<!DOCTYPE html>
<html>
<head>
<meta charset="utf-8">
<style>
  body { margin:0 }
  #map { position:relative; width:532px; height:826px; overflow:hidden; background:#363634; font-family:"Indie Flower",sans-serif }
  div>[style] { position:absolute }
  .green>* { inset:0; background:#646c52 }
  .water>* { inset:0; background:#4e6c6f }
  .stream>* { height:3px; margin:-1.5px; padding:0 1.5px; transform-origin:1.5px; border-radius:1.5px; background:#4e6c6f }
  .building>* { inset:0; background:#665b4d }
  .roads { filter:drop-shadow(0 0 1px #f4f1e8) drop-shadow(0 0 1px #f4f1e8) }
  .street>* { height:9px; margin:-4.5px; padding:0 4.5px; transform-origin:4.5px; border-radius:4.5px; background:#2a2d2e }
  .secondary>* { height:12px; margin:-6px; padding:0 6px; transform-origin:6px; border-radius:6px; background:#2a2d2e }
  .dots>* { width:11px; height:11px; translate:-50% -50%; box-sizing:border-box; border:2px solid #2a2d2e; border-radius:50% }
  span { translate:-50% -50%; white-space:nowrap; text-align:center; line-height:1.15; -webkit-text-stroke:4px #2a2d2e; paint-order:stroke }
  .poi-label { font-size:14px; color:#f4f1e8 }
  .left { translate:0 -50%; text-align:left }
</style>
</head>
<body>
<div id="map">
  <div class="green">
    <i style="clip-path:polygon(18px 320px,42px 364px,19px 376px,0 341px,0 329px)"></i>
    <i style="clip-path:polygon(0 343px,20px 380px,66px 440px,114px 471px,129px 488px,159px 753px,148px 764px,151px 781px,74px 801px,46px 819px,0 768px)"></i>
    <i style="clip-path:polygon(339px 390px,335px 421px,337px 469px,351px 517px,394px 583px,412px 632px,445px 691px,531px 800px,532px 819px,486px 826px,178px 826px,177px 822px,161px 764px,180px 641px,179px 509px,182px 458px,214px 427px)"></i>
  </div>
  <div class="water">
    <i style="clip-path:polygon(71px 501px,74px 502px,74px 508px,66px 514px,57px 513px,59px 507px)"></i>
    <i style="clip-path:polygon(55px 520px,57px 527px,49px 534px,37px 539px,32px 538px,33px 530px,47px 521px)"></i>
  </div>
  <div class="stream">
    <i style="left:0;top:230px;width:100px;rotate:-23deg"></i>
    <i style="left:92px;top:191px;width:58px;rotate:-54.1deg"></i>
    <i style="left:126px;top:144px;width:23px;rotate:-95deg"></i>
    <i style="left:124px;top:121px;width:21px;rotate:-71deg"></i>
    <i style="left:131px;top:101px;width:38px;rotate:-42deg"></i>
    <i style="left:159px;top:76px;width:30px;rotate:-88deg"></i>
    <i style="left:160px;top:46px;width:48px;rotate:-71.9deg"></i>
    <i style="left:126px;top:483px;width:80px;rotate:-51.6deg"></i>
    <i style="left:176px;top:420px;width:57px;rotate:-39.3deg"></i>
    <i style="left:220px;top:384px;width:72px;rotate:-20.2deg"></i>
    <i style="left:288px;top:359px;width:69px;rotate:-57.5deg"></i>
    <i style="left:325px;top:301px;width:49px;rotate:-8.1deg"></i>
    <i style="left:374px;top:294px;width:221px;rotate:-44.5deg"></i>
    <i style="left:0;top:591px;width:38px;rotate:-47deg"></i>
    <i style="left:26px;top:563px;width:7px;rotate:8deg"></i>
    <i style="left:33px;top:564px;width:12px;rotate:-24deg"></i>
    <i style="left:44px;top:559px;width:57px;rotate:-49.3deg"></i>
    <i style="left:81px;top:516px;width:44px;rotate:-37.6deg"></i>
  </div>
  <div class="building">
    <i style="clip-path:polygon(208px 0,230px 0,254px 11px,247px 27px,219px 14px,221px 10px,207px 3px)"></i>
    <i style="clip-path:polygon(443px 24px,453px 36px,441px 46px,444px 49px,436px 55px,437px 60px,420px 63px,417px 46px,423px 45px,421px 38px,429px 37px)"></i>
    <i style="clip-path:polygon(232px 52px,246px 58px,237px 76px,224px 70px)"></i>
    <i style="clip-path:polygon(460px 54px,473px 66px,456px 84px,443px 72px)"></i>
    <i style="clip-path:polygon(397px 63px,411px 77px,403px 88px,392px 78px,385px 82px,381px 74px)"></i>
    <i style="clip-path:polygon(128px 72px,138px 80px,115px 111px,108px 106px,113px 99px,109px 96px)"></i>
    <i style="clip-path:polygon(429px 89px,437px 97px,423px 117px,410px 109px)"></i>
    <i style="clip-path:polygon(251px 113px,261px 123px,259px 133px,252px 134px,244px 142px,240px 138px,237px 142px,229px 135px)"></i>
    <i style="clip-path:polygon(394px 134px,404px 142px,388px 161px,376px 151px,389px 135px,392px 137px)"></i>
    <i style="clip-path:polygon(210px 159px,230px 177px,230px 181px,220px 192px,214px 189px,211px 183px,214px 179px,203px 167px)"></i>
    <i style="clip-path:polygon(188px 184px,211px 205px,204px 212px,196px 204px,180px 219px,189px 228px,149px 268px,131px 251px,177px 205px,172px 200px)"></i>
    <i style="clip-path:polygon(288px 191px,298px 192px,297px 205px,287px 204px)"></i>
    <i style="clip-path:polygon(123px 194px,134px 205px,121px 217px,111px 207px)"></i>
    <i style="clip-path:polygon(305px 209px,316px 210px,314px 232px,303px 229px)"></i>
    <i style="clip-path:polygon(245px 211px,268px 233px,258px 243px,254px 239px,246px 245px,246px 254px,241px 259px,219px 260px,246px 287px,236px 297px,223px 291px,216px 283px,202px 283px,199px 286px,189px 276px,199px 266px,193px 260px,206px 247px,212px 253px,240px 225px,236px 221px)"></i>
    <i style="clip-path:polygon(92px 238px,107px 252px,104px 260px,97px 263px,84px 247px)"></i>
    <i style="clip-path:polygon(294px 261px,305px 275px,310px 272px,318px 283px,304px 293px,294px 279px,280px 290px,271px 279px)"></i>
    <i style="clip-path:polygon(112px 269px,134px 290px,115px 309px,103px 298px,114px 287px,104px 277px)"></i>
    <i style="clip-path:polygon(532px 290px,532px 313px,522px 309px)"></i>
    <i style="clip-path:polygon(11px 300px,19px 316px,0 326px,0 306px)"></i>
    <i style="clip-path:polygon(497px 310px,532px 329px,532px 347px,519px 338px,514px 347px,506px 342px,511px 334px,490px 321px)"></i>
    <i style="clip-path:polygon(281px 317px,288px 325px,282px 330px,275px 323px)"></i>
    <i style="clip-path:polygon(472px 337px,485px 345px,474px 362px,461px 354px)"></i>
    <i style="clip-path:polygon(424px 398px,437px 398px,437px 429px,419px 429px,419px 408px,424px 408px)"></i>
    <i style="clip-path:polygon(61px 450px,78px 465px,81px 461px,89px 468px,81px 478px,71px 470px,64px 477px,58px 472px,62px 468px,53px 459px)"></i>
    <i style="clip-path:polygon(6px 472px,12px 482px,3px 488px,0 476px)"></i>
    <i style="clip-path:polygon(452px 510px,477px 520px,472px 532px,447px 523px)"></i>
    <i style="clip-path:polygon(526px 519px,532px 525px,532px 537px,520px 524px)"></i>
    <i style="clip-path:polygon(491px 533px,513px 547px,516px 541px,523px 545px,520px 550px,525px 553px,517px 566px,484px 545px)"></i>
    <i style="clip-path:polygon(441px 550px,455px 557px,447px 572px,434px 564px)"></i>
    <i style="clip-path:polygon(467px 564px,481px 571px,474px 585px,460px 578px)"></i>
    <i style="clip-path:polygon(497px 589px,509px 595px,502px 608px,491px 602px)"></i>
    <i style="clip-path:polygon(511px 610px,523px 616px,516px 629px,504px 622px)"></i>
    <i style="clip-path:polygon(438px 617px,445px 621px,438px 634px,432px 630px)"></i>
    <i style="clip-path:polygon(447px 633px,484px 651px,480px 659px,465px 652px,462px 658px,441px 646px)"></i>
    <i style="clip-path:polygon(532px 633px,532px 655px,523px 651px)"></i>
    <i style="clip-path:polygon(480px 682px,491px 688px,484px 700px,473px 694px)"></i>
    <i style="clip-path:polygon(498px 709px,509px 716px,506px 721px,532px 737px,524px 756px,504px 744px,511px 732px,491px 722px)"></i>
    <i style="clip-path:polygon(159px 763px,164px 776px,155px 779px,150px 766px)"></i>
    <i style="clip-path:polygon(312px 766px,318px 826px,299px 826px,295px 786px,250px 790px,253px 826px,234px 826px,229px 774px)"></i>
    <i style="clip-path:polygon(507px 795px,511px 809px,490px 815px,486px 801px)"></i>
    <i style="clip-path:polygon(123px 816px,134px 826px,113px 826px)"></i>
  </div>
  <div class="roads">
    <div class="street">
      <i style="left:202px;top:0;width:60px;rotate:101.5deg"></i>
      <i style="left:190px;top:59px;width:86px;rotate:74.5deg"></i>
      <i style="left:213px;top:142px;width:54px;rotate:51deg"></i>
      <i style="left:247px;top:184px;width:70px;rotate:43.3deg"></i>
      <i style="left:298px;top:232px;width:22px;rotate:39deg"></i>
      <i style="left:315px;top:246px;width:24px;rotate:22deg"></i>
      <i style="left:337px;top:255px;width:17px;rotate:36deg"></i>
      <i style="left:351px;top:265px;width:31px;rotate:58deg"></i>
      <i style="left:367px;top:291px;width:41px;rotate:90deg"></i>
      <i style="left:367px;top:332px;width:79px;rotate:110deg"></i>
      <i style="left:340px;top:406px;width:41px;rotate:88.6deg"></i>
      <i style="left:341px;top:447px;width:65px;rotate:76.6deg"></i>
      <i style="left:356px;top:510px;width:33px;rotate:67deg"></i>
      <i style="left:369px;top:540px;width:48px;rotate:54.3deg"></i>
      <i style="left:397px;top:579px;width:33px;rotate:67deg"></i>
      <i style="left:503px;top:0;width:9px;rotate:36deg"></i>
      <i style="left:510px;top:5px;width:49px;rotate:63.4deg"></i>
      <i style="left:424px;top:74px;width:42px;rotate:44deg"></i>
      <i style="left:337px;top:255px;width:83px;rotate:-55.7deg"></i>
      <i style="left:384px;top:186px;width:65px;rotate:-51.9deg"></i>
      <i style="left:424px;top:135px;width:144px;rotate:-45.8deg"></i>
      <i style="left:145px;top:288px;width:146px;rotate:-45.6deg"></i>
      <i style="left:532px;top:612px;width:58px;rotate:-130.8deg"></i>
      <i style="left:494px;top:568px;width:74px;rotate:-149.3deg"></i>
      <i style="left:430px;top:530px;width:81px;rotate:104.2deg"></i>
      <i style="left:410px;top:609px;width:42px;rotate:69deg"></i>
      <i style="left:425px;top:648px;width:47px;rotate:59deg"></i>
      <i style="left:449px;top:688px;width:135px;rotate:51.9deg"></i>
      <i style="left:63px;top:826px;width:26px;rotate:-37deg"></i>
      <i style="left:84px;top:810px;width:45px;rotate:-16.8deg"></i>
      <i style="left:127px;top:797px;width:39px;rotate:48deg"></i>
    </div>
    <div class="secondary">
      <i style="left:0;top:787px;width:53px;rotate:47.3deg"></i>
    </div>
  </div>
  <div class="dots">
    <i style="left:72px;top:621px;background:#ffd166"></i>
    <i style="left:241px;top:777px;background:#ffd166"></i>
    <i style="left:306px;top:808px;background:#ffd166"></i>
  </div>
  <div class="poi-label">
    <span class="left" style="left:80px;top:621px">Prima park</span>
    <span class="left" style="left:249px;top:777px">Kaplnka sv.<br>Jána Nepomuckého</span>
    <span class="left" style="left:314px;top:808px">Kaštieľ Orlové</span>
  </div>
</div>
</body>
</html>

» **Task**: Whenever "stream" occurs in a line of the entries, copy that line.

» **Your response**:
  .stream>* { height:3px; margin:-1.5px; padding:0 1.5px; transform-origin:1.5px; border-radius:1.5px; background:#4e6c6f }
  <div class="stream">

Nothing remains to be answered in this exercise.